The fruit of the soy plant, Glycine max, is a pod that grows in clusters of 3-5. Each pod is 3-8 cm long and usually contains 2-4 ‘seeds’.
The chemical composition of soybeans (dry by weight) is approximately:
· 40% protein
· 20% oil
· 35% carbohydrate
· 5% ash.
The majority of soy protein is a relatively heat-stable storage protein. This heat stability enables soy food products requiring high temperature cooking, such as tofu, soymilk and TVP, to be made.

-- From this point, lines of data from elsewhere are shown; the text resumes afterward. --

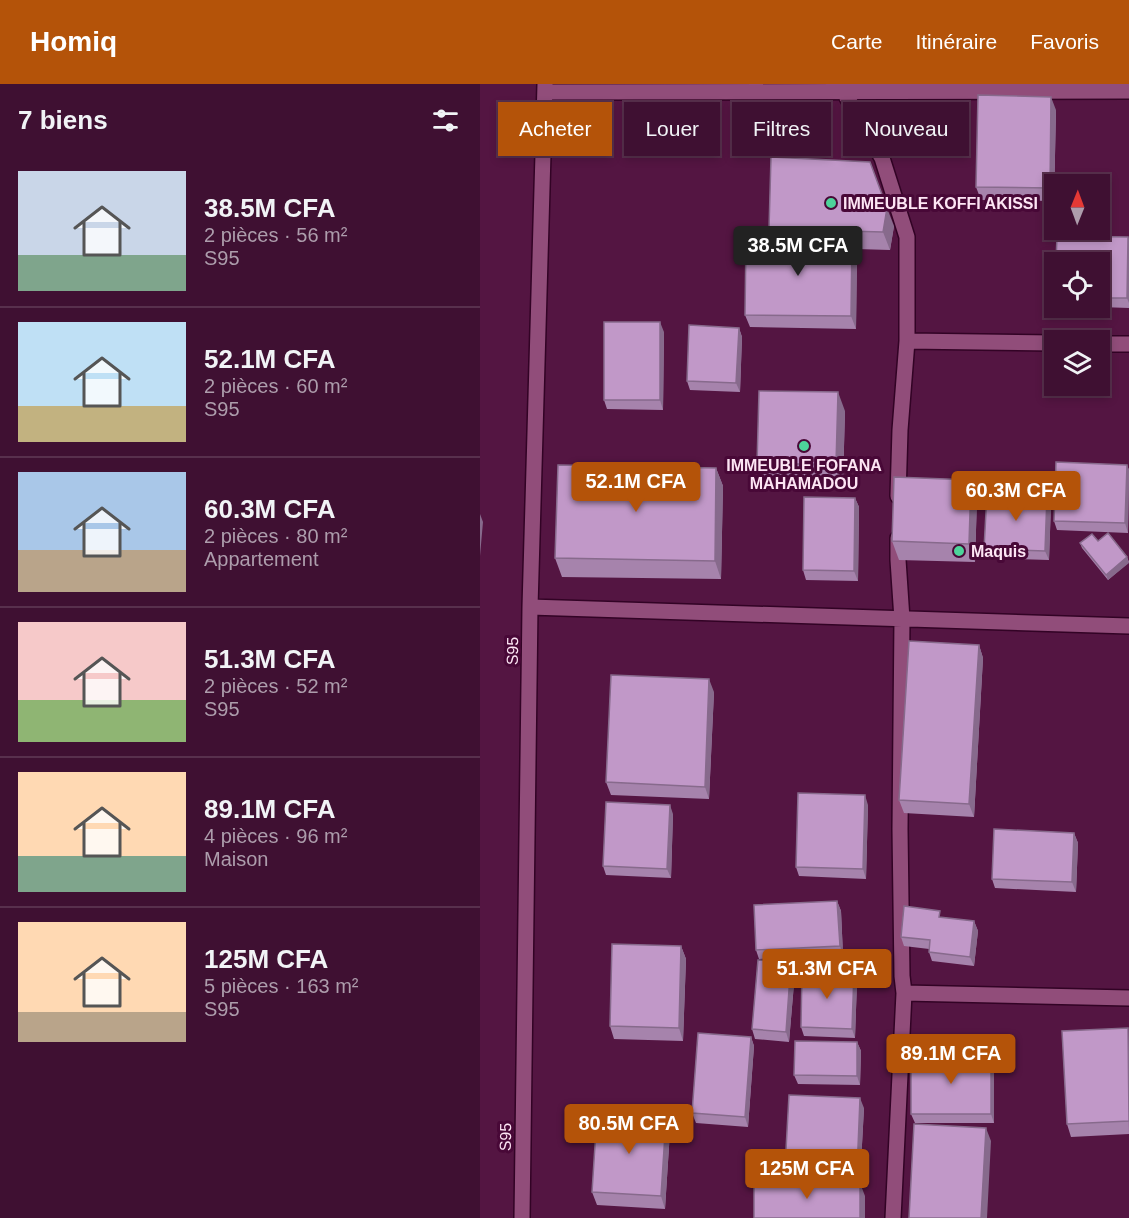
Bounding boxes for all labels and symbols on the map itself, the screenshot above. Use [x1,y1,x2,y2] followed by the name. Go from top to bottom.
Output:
[1044,174,1110,240] north arrow
[843,195,1038,212] place label: IMMEUBLE KOFFI AKISSI
[824,196,838,210] marker: IMMEUBLE KOFFI AKISSI
[729,226,867,277] pin: 38.5M CFA
[797,439,811,453] marker: IMMEUBLE FOFANA MAHAMADOU
[726,457,882,492] place label: IMMEUBLE FOFANA MAHAMADOU
[567,462,705,513] pin: 52.1M CFA
[947,471,1085,522] pin: 60.3M CFA
[971,543,1026,560] place label: Maquis
[952,544,966,558] marker: Maquis
[504,637,521,665] street label: S95
[758,949,896,1000] pin: 51.3M CFA
[882,1034,1020,1085] pin: 89.1M CFA
[560,1104,698,1155] pin: 80.5M CFA
[497,1123,514,1151] street label: S95
[745,1149,869,1200] pin: 125M CFA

Since soluble soy carbohydrates are found mainly in the whey and are broken down during fermentation, soy concentrate, soy protein isolates, tofu, soy sauce and sprouted soybeans are without flatus activity.
The insoluble carbohydrates in soybeans consist of the complex polysaccharides cellulose, hemi-cellulose and pectin which can be classified as dietary fibre.

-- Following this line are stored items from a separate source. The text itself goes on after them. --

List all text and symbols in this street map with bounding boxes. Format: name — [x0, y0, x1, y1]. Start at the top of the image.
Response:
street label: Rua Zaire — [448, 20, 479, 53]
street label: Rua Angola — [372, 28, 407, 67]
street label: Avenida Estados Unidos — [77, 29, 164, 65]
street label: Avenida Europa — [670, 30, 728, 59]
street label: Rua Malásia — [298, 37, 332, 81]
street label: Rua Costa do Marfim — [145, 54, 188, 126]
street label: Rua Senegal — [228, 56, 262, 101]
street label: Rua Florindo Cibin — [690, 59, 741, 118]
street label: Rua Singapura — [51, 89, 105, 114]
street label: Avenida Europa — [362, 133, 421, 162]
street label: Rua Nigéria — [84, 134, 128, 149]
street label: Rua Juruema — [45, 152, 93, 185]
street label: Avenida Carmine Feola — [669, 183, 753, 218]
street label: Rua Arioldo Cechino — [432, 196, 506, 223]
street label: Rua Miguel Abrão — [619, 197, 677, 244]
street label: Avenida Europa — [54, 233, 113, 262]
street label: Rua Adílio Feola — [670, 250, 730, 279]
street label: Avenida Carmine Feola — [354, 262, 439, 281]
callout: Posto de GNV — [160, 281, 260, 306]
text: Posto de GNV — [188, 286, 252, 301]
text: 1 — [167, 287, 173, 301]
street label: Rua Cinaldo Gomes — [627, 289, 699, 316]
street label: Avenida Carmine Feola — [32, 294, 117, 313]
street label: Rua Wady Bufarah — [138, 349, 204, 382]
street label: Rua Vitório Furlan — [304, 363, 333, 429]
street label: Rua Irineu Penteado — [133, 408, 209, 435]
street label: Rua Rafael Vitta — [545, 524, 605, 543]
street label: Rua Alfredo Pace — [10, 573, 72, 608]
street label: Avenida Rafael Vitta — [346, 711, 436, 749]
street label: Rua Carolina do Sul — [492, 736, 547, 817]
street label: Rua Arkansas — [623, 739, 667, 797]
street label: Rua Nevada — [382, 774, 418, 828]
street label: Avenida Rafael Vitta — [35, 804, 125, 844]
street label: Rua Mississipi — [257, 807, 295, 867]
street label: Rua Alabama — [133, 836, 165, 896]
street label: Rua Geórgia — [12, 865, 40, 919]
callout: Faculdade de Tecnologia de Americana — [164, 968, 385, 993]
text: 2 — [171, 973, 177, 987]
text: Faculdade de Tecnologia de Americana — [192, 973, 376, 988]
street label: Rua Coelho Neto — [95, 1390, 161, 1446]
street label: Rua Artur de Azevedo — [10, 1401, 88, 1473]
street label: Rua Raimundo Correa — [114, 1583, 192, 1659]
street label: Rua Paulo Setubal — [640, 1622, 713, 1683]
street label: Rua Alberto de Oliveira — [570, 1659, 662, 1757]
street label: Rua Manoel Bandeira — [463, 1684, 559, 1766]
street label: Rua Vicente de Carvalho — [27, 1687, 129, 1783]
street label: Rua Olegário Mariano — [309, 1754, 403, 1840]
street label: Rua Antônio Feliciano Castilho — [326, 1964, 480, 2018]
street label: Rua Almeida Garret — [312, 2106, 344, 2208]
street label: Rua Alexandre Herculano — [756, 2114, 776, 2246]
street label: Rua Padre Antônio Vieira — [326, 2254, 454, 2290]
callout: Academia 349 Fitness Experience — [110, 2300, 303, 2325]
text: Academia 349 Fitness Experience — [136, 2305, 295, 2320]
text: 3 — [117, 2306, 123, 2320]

Soybeans are an important global crop, providing oil and protein. The bulk of the crop is solvent-extracted for vegetable oil and the defatted soymeal is used for animal feed. Only a small proportion of the crop is consumed directly by humans.
In 2006, the world total of soybean grown was 221.5 million metric tons (including 87.7 from the USA, 52.4 from Brazil and 40.4 from Argentina).
Soybeans are one of the ‘biotech food’ crops that have been genetically modified, and GM soybeans are being used in an increasing number of products. In 1995, Monsanto introduced Roundup Ready (RR) soybeans that allow the transgenic plant to survive being sprayed with the non-selective herbicide Roundup (Glyphosate). RR soybeans allow a farmer to widely spray Roundup without affecting the crop. In 1997, about 8% of all soybeans cultivated for the commercial market in the USA were genetically modified. By 2006, the figure was 89%.
Soybean is an oilseed. It has a high oil content (20%). Soybeans are the leading agricultural export of the USA, and the bulk of the crop is grown for oil production.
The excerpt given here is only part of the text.